Question

Identify whether the series summation of 12 open parentheses 3 over 5 close parentheses to the i minus 1 power from 1 to infinity is a convergent or divergent geometric series and find the sum, if possible.

Answer 1

It looks like you have this:

\(S = \sum\limits_{i = 1}^{\infty} 12 \left( \frac{3}{5 } \right)^{i - 1} \qquad \square \)

It is always well worth writing out a few terms if patterns just don't leap out at you. And if \(\square \) is correct, it is this **geometric** series, with the 12 factored out.

\(S = 12 \left( 1 + \left( \frac{3}{5 } \right) + \left( \frac{3}{5 } \right)^2 + \cdots \right) \)

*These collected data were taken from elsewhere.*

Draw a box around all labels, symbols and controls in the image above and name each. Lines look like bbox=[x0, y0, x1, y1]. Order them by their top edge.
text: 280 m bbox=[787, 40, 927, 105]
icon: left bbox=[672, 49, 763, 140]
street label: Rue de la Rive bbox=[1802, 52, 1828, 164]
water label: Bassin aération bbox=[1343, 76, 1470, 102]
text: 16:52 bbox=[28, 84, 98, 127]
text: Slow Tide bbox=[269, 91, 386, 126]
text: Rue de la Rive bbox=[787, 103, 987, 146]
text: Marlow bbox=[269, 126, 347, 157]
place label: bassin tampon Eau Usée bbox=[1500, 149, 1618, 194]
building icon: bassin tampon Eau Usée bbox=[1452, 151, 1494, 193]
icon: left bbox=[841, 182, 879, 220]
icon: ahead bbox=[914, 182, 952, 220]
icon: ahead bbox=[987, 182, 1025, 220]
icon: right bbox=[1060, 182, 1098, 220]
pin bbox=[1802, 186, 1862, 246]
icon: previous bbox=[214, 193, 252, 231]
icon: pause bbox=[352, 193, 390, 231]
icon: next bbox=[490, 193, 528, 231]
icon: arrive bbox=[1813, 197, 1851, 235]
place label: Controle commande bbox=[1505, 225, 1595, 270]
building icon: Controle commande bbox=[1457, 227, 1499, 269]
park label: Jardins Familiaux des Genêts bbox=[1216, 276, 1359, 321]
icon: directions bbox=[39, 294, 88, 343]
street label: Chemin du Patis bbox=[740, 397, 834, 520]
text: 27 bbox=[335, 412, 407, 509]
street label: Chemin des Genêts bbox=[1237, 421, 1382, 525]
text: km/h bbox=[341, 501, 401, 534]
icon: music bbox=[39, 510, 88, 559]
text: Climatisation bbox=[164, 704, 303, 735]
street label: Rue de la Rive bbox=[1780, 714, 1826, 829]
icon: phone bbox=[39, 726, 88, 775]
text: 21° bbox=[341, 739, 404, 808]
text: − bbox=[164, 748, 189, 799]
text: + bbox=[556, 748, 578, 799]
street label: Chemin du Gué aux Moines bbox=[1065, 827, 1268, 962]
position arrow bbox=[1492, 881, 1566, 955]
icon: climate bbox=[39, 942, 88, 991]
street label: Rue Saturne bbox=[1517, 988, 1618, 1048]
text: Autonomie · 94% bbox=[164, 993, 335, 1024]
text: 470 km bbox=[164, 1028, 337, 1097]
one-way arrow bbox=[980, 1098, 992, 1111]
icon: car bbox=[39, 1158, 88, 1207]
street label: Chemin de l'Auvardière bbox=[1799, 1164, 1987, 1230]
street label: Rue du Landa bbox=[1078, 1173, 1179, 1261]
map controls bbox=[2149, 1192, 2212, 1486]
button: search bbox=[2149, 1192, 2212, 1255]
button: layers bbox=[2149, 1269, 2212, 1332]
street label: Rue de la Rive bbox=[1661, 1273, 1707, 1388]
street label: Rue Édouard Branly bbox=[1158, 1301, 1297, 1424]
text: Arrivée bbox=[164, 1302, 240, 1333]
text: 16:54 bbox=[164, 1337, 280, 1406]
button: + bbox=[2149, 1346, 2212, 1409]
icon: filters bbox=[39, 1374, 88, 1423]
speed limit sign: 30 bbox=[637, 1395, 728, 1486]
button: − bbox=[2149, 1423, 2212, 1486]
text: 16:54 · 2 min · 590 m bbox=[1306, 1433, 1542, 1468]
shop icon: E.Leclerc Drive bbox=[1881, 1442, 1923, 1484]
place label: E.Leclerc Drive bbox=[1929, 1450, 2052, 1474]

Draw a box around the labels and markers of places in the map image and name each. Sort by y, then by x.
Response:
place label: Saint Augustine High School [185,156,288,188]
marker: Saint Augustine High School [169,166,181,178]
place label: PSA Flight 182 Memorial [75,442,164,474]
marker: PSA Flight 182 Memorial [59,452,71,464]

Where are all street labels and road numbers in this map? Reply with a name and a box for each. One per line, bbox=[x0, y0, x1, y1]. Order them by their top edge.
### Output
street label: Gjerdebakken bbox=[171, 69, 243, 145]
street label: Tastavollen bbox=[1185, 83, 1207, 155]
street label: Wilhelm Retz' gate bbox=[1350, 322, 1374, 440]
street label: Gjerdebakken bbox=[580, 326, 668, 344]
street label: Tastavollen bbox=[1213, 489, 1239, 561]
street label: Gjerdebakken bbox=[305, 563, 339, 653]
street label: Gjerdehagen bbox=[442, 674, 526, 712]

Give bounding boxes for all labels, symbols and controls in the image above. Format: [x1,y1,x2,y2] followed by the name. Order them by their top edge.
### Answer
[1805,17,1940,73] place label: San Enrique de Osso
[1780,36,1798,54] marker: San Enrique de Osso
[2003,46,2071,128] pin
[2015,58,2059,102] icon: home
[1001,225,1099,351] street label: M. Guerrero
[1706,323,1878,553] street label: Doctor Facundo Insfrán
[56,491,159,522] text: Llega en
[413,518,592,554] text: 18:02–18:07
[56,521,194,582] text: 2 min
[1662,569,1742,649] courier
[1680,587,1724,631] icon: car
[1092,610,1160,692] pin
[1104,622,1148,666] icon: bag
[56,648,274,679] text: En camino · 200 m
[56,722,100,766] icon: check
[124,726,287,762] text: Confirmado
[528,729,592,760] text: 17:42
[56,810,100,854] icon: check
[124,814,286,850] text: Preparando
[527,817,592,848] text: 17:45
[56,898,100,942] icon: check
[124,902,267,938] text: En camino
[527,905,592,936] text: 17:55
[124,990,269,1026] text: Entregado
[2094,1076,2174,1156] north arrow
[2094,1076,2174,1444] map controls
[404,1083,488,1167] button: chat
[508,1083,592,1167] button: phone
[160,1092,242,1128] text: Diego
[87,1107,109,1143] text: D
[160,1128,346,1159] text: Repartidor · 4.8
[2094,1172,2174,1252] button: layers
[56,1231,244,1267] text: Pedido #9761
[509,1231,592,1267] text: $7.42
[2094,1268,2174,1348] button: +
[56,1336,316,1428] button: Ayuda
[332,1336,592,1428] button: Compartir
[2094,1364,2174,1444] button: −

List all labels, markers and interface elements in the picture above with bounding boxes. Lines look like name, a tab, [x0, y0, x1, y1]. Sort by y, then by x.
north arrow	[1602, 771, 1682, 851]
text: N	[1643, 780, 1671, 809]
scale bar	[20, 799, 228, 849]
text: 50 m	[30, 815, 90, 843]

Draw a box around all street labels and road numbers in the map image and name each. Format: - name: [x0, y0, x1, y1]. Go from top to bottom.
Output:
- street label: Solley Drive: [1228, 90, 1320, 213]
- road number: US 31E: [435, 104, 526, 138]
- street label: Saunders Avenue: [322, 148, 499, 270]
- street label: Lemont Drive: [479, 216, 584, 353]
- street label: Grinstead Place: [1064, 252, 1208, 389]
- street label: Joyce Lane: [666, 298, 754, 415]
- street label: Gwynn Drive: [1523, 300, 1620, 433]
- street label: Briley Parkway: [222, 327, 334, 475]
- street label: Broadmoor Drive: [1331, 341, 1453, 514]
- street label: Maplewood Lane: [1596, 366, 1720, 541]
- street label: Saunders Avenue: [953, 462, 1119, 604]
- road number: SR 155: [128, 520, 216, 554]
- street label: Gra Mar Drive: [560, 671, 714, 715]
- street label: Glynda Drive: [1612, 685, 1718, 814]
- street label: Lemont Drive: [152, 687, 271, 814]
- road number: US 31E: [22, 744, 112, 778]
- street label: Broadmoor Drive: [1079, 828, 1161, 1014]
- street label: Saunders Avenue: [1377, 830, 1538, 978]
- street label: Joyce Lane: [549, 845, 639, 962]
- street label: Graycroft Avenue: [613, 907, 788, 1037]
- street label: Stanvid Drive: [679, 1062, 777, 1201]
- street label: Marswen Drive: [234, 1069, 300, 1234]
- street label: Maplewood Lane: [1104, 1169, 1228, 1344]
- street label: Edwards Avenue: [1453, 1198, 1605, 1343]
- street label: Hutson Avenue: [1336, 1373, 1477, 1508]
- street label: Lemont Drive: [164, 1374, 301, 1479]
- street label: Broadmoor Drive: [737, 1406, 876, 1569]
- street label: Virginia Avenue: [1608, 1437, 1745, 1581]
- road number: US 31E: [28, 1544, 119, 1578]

And so from the summation of a geometric series, \(S_n = a (\frac{1-r^n}{1-r})\) - you should know how to derive that formula, BTW - you know it sums out like this:

\(S_{n \to \infty} = 12 \cdot \dfrac{1 - ({3 \over 5})^{n \to \infty}}{1 - {3 \over 5}} \)

And figuring that out also confirms convergence ... as a convergent series has a finite sum

If you want to confirm convergence first before finding the sum, you might want to try the ratio test ...but not really necessary here :)